**EXERCISE BRIEF:** Your answer should reproduce every line of the material in which the word "Exwick" occurs.
◇ ◇ ◇
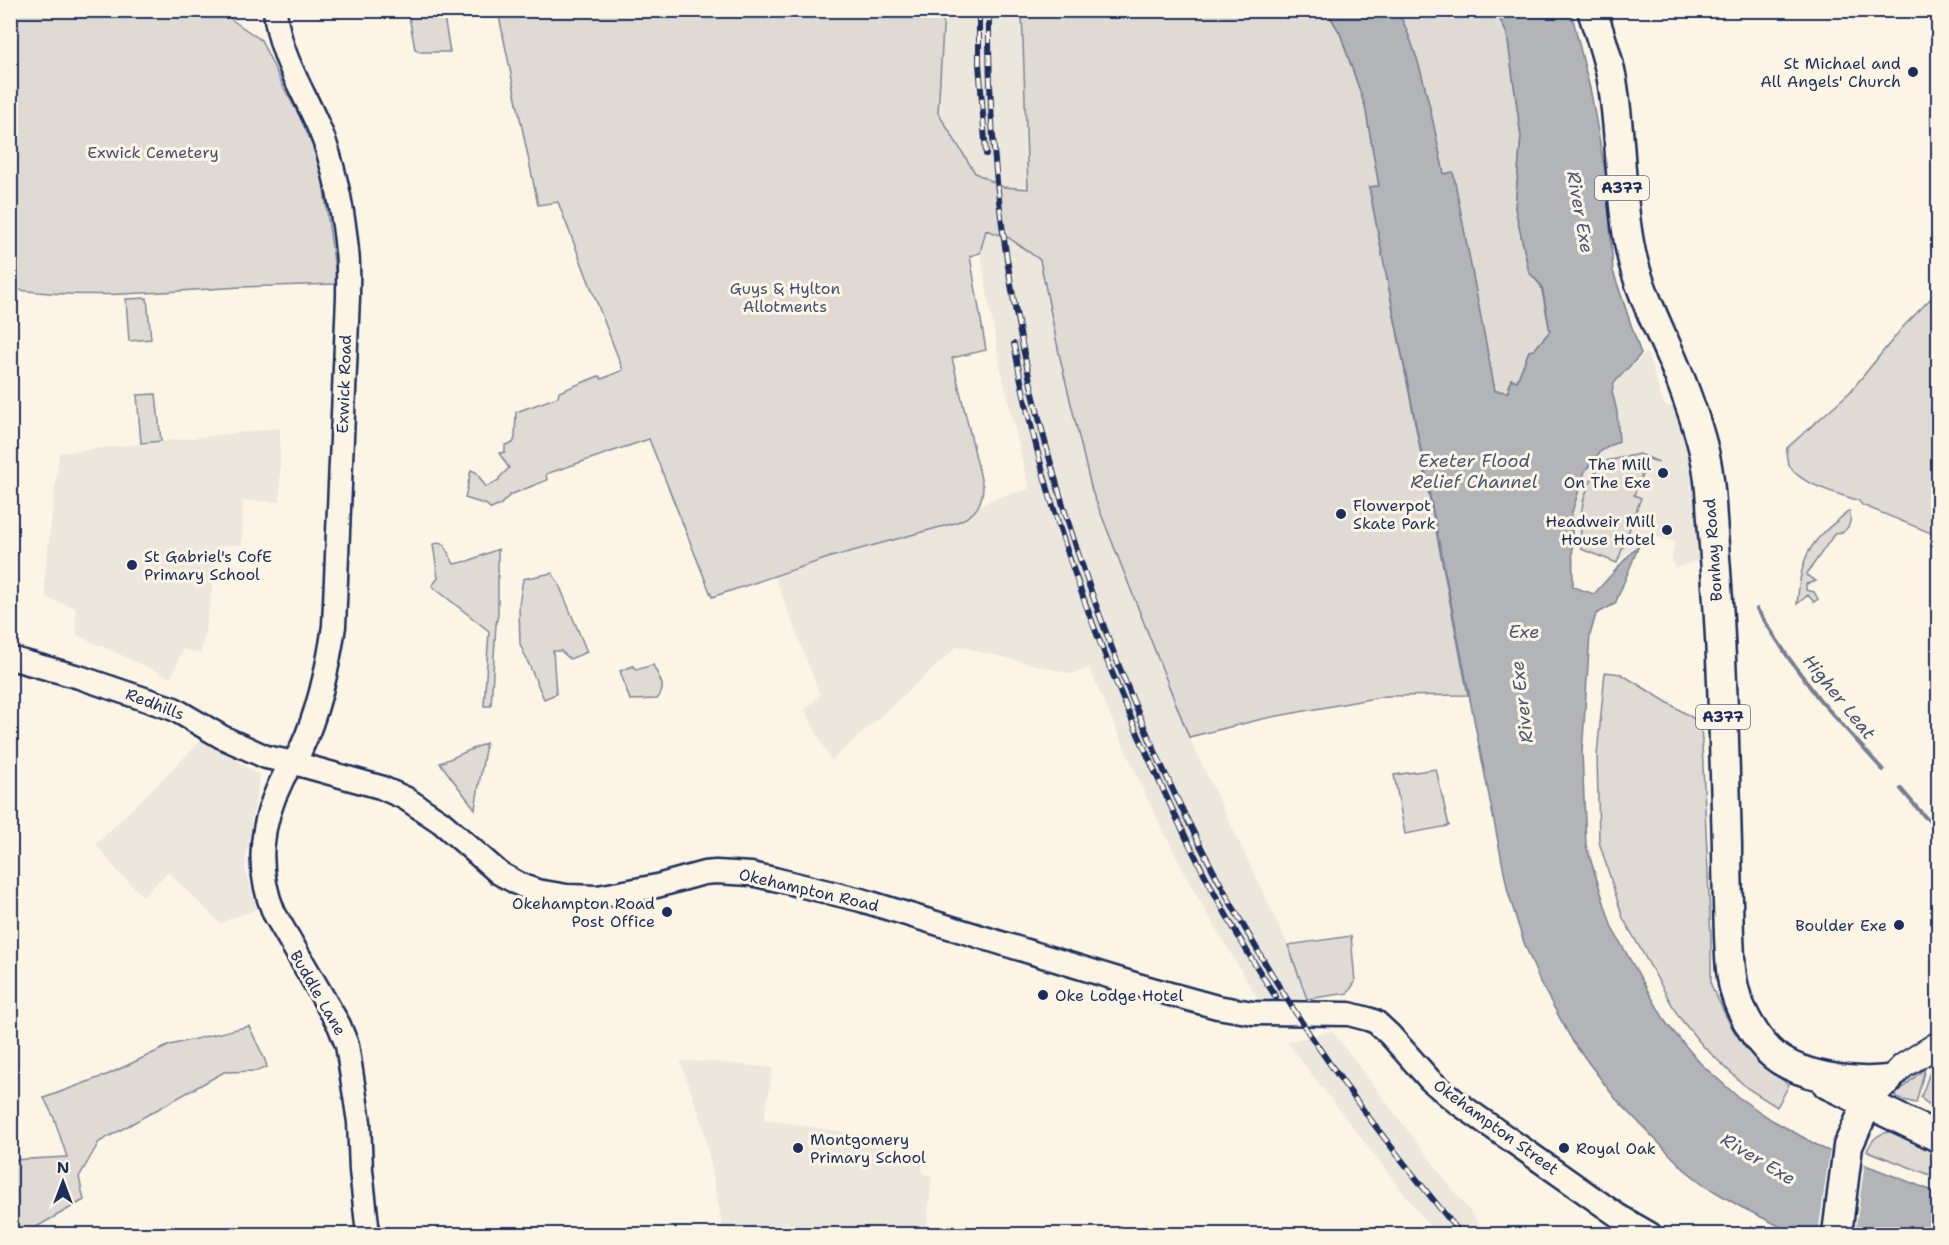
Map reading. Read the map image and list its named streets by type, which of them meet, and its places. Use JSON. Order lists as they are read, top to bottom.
{
  "streets": {
    "highway": ["A377", "Bonhay Road"],
    "street": [
      "Exwick Road",
      "Redhills",
      "Okehampton Road",
      "Buddle Lane",
      "Okehampton Street"
    ]
  },
  "crossings": [
    ["A377", "Bonhay Road"],
    ["Exwick Road", "Redhills"],
    ["Exwick Road", "Okehampton Road"],
    ["Exwick Road", "Buddle Lane"],
    ["Redhills", "Okehampton Road"],
    ["Redhills", "Buddle Lane"],
    ["Okehampton Road", "Buddle Lane"],
    ["Okehampton Road", "Okehampton Street"]
  ],
  "water": [
    "River Exe",
    "Exeter Flood Relief Channel",
    "Exe",
    "Higher Leat"
  ],
  "parks": ["Exwick Cemetery", "Guys & Hylton Allotments"],
  "places": [
    "St Michael and All Angels' Church",
    "The Mill On The Exe",
    "Flowerpot Skate Park",
    "Headweir Mill House Hotel",
    "St Gabriel's CofE Primary School",
    "Okehampton Road Post Office",
    "Boulder Exe",
    "Oke Lodge Hotel",
    "Montgomery Primary School",
    "Royal Oak"
  ],
  "north": "top"
}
◇ ◇ ◇
**OUTPUT OF THE TASK:**
      "Exwick Road",
    ["Exwick Road", "Redhills"],
    ["Exwick Road", "Okehampton Road"],
    ["Exwick Road", "Buddle Lane"],
  "parks": ["Exwick Cemetery", "Guys & Hylton Allotments"],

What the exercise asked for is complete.